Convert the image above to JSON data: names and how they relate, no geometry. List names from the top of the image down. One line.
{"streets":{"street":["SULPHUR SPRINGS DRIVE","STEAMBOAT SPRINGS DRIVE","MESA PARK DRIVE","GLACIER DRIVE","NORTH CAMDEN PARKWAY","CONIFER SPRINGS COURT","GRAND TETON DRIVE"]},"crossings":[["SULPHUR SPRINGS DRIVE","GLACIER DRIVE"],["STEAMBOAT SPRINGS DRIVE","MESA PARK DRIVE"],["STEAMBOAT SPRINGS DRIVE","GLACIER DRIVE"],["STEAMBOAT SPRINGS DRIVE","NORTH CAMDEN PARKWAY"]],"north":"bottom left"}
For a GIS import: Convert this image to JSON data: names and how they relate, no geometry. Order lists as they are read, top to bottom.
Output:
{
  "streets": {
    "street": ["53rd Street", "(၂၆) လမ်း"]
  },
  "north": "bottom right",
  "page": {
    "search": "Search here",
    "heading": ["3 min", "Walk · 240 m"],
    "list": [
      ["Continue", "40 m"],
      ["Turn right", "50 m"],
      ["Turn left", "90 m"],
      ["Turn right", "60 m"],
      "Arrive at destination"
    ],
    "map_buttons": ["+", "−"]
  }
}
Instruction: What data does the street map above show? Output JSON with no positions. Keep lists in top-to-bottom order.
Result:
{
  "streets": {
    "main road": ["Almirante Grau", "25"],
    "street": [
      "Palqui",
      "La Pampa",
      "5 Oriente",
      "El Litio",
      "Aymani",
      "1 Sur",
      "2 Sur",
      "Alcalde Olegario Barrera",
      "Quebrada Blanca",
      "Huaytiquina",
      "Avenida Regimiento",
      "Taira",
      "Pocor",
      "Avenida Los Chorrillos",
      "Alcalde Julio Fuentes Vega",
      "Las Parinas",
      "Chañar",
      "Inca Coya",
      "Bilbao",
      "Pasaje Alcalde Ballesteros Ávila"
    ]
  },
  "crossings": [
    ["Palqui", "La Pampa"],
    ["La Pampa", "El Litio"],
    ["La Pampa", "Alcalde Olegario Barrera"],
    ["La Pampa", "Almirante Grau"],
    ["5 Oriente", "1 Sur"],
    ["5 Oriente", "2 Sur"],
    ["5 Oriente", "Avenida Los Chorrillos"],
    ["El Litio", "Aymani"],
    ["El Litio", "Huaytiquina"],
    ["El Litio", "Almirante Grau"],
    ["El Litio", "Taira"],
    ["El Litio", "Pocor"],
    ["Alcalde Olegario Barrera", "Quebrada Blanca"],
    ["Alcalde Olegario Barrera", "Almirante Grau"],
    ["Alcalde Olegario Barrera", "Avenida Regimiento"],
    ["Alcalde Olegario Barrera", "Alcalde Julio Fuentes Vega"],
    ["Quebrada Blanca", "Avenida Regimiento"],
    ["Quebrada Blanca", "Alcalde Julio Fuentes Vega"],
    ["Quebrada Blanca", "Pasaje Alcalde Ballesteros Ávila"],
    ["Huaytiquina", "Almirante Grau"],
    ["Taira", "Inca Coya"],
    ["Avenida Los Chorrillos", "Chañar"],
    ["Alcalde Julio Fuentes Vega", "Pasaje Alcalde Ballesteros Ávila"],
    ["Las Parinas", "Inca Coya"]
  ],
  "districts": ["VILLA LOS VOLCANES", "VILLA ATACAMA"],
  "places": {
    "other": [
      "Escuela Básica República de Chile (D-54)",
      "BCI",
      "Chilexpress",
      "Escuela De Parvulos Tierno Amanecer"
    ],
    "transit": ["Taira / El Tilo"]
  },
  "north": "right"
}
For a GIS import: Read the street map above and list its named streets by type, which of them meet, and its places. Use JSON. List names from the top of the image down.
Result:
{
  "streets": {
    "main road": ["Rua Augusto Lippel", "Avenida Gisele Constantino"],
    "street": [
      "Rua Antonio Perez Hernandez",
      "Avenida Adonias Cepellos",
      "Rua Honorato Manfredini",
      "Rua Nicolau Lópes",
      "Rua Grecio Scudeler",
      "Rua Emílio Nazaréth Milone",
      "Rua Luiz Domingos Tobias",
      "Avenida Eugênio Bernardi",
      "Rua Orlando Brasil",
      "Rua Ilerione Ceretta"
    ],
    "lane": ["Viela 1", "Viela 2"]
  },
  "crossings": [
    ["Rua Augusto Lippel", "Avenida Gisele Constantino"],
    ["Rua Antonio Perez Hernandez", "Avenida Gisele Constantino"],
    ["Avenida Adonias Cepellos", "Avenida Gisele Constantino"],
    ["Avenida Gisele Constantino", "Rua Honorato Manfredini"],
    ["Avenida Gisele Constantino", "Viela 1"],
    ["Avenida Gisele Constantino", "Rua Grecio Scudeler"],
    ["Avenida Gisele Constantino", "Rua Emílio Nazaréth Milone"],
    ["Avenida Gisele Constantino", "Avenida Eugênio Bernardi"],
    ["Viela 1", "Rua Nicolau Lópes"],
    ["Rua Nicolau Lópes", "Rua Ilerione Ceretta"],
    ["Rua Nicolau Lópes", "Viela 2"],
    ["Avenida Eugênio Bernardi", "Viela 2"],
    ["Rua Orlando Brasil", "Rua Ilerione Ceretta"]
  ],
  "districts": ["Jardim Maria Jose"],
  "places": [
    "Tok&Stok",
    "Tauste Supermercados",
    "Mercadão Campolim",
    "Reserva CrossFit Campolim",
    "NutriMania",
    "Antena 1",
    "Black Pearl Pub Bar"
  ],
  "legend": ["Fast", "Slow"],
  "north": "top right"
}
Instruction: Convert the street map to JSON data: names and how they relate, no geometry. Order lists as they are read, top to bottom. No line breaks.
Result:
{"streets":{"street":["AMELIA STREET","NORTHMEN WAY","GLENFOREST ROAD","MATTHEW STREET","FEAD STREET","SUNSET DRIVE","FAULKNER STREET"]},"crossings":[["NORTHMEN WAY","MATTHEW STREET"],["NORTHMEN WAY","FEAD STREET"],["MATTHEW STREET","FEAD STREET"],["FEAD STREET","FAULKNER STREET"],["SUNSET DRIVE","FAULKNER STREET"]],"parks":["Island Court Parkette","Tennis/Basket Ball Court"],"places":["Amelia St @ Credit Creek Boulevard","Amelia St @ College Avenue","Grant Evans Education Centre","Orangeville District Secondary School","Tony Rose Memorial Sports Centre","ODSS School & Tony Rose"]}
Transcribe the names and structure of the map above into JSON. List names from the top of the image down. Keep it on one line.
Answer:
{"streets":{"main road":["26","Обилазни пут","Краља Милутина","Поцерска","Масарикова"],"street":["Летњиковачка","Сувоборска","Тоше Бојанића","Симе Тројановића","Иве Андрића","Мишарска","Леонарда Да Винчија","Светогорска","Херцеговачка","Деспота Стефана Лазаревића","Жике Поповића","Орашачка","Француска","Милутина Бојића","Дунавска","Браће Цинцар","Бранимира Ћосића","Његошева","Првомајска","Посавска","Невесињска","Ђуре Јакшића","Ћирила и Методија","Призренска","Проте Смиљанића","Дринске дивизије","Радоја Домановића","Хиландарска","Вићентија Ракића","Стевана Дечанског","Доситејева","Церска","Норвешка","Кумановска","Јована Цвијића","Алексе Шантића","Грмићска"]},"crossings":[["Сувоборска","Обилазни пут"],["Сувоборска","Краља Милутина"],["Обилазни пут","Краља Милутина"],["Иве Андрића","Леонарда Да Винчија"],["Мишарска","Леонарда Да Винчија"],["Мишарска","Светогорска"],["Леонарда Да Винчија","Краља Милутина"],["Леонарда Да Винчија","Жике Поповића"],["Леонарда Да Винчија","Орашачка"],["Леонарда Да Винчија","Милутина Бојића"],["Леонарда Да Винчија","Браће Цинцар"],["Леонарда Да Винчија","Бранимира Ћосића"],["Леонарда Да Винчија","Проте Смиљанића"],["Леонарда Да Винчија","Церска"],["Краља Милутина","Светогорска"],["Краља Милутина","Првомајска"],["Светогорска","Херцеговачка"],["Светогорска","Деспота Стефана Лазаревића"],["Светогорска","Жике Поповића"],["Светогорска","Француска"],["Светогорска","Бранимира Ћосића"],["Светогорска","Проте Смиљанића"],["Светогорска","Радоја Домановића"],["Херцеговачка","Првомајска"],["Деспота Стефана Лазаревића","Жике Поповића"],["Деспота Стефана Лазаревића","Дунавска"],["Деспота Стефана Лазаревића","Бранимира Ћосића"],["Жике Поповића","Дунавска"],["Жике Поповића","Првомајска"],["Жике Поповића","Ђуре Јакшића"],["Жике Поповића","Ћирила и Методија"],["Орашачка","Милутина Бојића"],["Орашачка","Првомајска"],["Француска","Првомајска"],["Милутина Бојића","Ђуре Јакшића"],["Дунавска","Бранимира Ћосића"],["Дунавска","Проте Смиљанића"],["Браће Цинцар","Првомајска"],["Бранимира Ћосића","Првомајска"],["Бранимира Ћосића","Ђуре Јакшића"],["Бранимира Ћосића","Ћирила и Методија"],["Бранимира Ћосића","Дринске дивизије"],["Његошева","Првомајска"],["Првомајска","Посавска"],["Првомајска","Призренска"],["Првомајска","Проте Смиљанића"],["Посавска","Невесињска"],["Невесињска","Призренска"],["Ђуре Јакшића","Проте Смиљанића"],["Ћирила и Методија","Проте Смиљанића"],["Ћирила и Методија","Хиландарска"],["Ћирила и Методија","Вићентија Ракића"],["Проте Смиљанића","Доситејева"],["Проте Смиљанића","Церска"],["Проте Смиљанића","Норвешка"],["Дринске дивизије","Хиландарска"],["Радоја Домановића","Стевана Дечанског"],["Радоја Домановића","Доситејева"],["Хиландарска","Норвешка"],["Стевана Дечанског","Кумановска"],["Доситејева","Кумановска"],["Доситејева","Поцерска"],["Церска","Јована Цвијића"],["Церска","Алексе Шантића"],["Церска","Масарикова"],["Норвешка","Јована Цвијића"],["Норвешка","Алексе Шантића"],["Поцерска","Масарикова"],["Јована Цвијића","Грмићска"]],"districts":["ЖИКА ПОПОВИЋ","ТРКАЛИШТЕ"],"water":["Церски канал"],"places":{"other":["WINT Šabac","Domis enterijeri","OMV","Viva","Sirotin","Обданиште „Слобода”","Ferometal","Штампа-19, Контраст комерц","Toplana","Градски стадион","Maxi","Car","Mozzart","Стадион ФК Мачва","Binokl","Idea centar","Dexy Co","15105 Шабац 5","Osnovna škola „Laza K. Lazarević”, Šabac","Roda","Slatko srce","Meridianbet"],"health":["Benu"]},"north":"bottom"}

※

**Your goal**
There is a line with "Instruction: Convert the" and a line with "Transcribe the names" above. Copy exactly those two lines and all lines between them, with nothing else.

**Solution below**
Instruction: Convert the street map to JSON data: names and how they relate, no geometry. Order lists as they are read, top to bottom. No line breaks.
Result:
{"streets":{"street":["AMELIA STREET","NORTHMEN WAY","GLENFOREST ROAD","MATTHEW STREET","FEAD STREET","SUNSET DRIVE","FAULKNER STREET"]},"crossings":[["NORTHMEN WAY","MATTHEW STREET"],["NORTHMEN WAY","FEAD STREET"],["MATTHEW STREET","FEAD STREET"],["FEAD STREET","FAULKNER STREET"],["SUNSET DRIVE","FAULKNER STREET"]],"parks":["Island Court Parkette","Tennis/Basket Ball Court"],"places":["Amelia St @ Credit Creek Boulevard","Amelia St @ College Avenue","Grant Evans Education Centre","Orangeville District Secondary School","Tony Rose Memorial Sports Centre","ODSS School & Tony Rose"]}
Transcribe the names and structure of the map above into JSON. List names from the top of the image down. Keep it on one line.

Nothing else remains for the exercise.